Records for the task Block Start

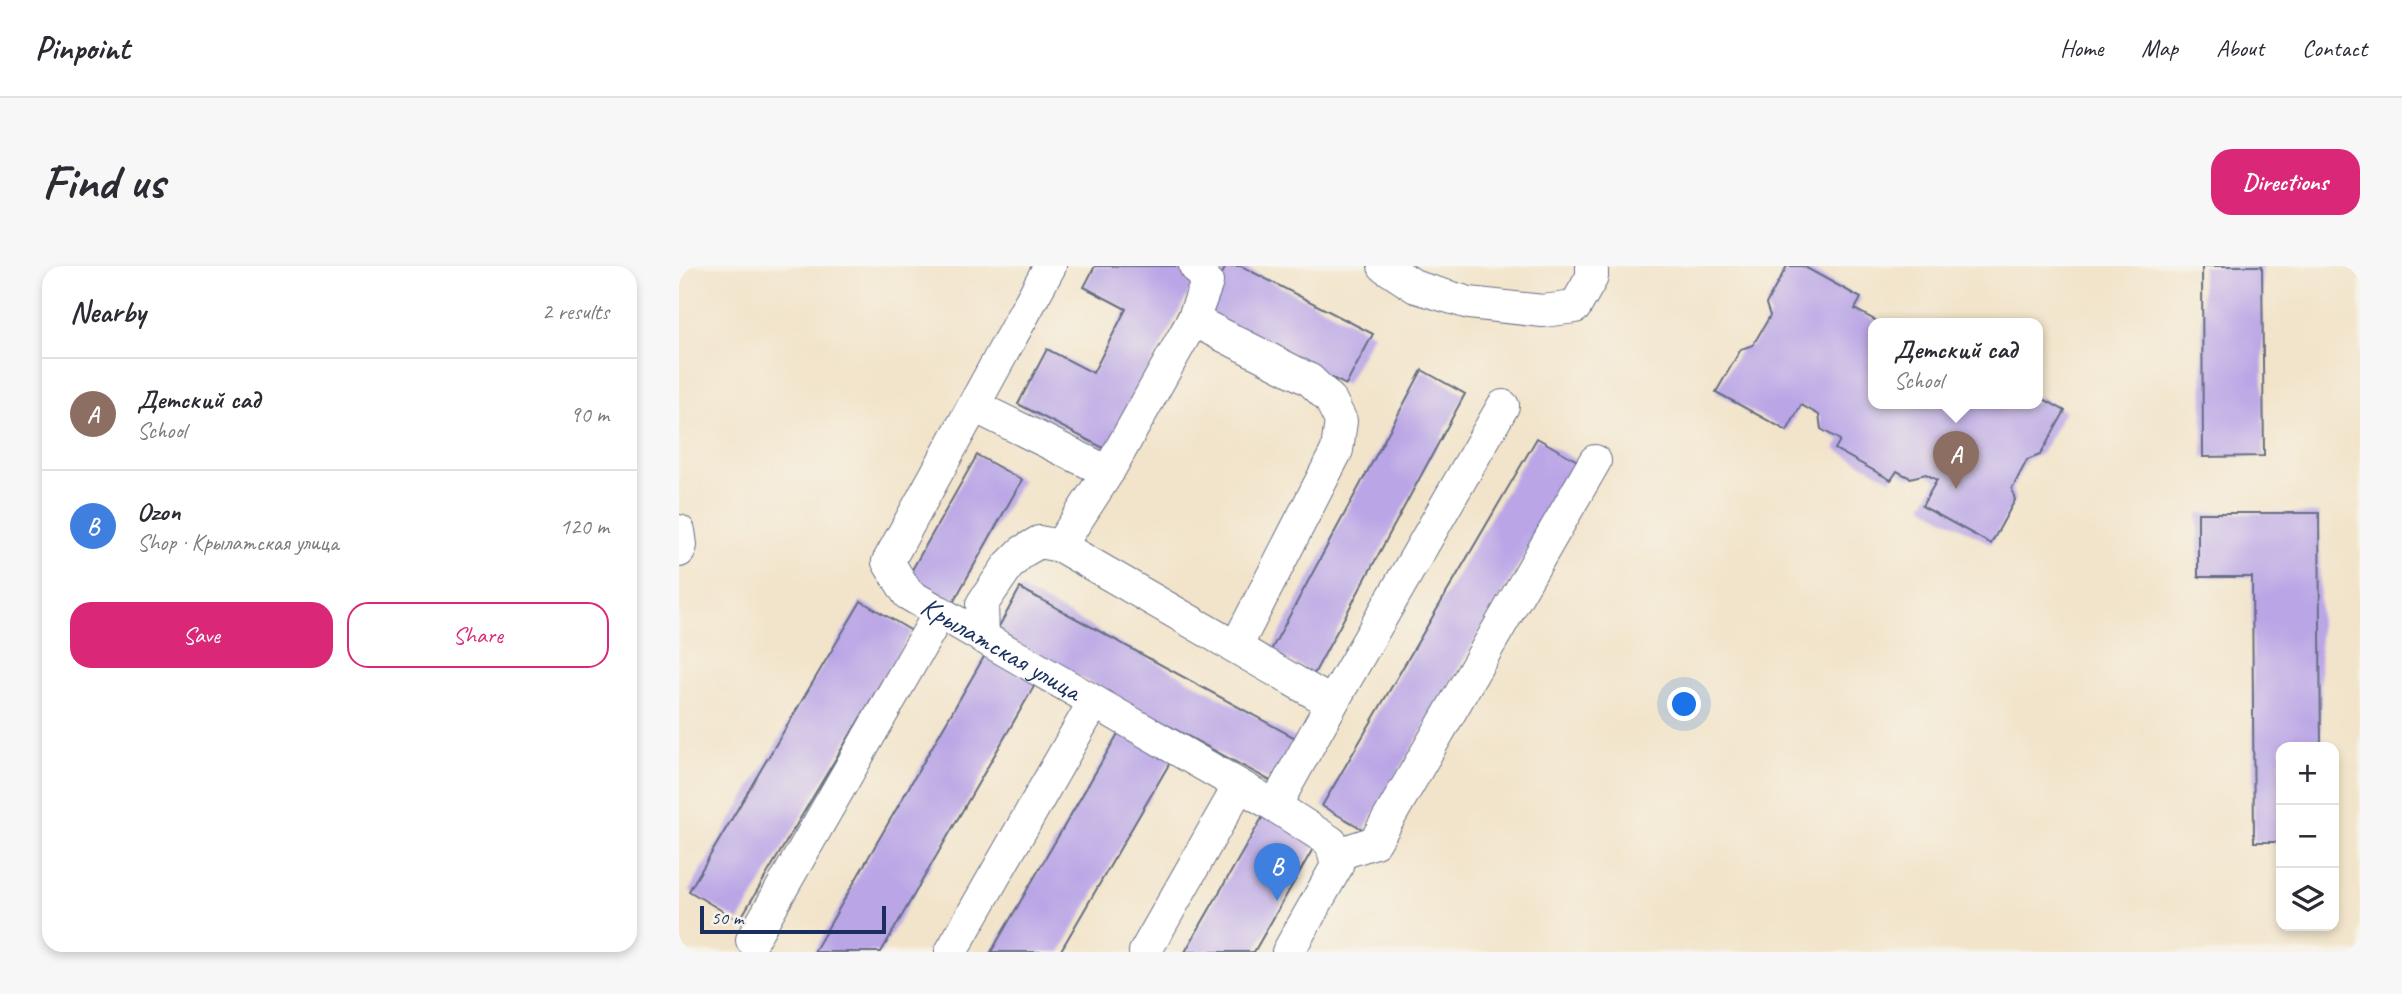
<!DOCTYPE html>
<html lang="en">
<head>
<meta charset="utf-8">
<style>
  :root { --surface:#fff; --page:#f7f7f7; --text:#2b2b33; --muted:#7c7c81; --line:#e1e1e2; --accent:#db2777 }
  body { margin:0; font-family:Caveat,sans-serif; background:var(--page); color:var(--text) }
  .controls { position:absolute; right:21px; bottom:21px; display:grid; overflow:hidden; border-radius:14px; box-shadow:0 4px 10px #0003 }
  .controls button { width:63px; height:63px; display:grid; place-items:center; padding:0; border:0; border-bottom:2px solid var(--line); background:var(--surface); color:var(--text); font:35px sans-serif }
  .scale { position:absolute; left:21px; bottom:18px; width:186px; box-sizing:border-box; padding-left:7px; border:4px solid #1b2f5e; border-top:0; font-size:19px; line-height:24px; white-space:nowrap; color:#1b2f5e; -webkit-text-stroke:5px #f7f3e8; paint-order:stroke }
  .you { position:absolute; left:1006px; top:439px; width:24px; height:24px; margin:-18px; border:5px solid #fff; border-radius:50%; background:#1a73e8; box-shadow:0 0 0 10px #1a73e833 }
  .badge { display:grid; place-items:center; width:46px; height:46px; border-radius:50%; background:var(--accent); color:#fff; font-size:23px; font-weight:700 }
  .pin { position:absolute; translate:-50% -58px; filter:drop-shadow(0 2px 4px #0008) }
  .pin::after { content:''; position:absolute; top:37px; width:24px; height:21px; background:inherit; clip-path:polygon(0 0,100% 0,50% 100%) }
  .popup { position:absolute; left:1189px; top:52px; width:175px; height:91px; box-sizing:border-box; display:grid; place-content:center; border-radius:14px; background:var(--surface); filter:drop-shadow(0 2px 5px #0005); font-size:23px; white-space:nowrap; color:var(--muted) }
  .popup b { font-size:26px; color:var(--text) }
  .popup::after { content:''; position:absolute; left:50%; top:100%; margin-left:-14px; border:14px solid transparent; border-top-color:var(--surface) }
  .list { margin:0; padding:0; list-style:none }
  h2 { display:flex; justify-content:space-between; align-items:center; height:91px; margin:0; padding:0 28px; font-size:30px }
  h2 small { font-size:23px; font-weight:400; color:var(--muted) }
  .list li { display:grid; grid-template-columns:46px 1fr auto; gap:21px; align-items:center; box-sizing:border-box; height:112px; padding:0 28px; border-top:2px solid var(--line) }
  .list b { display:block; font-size:26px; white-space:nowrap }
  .list p { margin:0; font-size:23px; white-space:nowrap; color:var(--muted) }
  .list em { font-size:23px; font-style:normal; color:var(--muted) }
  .actions { display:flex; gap:14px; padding:21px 28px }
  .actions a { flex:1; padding:16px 0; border:2px solid var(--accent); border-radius:21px; text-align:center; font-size:24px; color:var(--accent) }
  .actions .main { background:var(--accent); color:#fff }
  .icon { flex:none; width:38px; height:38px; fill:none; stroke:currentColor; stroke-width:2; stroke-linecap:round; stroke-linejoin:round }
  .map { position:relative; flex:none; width:1681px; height:686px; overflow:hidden; border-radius:21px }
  header { display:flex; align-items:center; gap:42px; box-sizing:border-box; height:98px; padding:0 35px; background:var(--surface); border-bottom:2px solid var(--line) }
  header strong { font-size:33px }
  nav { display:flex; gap:38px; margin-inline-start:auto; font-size:24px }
  .intro { display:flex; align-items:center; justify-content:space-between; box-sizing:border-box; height:168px; padding:0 42px }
  h1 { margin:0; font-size:49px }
  .button { padding:18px 32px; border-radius:21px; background:var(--accent); color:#fff; font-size:24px; font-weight:700 }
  main { display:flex; gap:42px; padding:0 42px }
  aside { flex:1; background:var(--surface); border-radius:21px; box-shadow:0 4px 10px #0003 }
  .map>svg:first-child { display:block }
  .building { fill:#baa6e6 }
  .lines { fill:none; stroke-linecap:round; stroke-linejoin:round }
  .minor-casing { stroke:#666e84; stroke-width:34 }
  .minor { stroke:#fff; stroke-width:32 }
  .labels { text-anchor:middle; stroke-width:6; stroke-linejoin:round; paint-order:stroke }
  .street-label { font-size:28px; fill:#1b2f5e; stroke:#f7f3e8 }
</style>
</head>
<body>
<header>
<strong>Pinpoint</strong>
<nav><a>Home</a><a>Map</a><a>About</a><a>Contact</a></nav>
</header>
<div class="intro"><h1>Find us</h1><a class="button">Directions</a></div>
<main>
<aside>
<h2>Nearby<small>2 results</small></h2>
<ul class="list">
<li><span class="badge" style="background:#8d6e63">A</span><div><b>Детский сад</b><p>School</p></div><em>90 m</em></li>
<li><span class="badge" style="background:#3f7fe0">B</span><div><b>Ozon</b><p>Shop · Крылатская улица</p></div><em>120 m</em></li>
</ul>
<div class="actions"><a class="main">Save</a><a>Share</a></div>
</aside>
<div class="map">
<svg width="1681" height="686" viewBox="0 0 1681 686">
  <rect width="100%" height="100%" fill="#f7f3e8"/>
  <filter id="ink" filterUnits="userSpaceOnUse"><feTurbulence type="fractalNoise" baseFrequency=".0143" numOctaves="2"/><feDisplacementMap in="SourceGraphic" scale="14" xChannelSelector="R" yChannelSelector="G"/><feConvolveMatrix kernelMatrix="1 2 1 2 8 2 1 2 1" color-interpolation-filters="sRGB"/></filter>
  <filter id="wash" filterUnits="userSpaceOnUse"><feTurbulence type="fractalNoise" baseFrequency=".00686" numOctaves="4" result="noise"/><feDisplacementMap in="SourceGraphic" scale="28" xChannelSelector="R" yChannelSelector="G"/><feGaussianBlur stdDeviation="1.57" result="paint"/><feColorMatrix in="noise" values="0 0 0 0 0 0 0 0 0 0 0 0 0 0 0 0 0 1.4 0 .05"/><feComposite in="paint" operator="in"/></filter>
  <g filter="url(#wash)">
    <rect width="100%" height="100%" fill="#f2e4ca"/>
    <g id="blocks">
      <path class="building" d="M416,0h85l18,9 -91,175 -89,-46 29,-55 46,24 33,-64 -42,-22z
        M547,0h15l132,68 -27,51 -143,-73z
        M1108,0h16l58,32 -6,11 25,14h-6v80h164v-7l27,15 -25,44 -13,5 -15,29 3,11 -24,44 -69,-38 15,-26 -11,-6 -16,4 -13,-7 -6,9 -56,-31 5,-9 -19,-11 -2,-14 -18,-10 -14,26 -71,-39 25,-43 12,-4 17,-29 -4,-12z
        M1523,0h60l2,190 -61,1z
        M743,104l43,24 -151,280 -43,-24z
        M858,172l42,24 -215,368 -42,-24z
        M298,189l45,25 -73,130 -45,-26z
        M1519,247h121l2,234h-40v95h-27l-2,-265h-54z
        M341,322l279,152 -23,44 -280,-152z
        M182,335l51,30 -173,290 -50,-30z
        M306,389l51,28 -155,269h-67z
        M444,459l52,29 -115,198h-69z
        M587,545l52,29 -64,112h-69z"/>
    </g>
  </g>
  <g filter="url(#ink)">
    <use href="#blocks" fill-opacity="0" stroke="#666e84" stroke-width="2"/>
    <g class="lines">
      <defs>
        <g id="minor">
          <path id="s1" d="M371,0l-162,296 20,32 367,212 56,36 6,24 -49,86"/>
          <path d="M516,0l12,16 -14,38 -85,152 -48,74 272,157 171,-297"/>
          <path d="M705,0l32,21 53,16 74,8 32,-4 17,-30v-11"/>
          <path d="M514,54l117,60 20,19 11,22 -4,29 -101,197"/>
          <path d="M295,140l134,66"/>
          <path d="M0,265l2,14 -2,6"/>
          <path d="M304,371l-1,-33 26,-38 14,-14 17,-10 21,4"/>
          <path d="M596,540l57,-103"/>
          <path d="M656,589l40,-13 220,-381"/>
          <path d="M73,674l188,-328"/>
          <path d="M272,686l143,-250"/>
          <path d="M466,686l94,-166"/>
        </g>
      </defs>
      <use href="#minor" class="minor-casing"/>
      <use href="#minor" class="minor"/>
    </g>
  </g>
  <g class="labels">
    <g class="street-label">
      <text dy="10" stroke="none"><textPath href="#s1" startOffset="483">Крылатская улица</textPath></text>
    </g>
  </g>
</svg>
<div class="controls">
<button>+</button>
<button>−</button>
<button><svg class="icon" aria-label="layers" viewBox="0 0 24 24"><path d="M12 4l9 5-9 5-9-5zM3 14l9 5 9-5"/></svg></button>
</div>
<div class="scale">50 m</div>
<div class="you"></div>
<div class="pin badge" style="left:1277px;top:223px;background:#8d6e63">A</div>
<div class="popup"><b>Детский сад</b>School</div>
<div class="pin badge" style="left:598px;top:635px;background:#3f7fe0">B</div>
</div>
</main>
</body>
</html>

Records for the task Block End

_Work item:_
Taking the records above as input, show every line in which the word "wash" is present.

_Answer for the task:_
  <filter id="wash" filterUnits="userSpaceOnUse"><feTurbulence type="fractalNoise" baseFrequency=".00686" numOctaves="4" result="noise"/><feDisplacementMap in="SourceGraphic" scale="28" xChannelSelector="R" yChannelSelector="G"/><feGaussianBlur stdDeviation="1.57" result="paint"/><feColorMatrix in="noise" values="0 0 0 0 0 0 0 0 0 0 0 0 0 0 0 0 0 1.4 0 .05"/><feComposite in="paint" operator="in"/></filter>
  <g filter="url(#wash)">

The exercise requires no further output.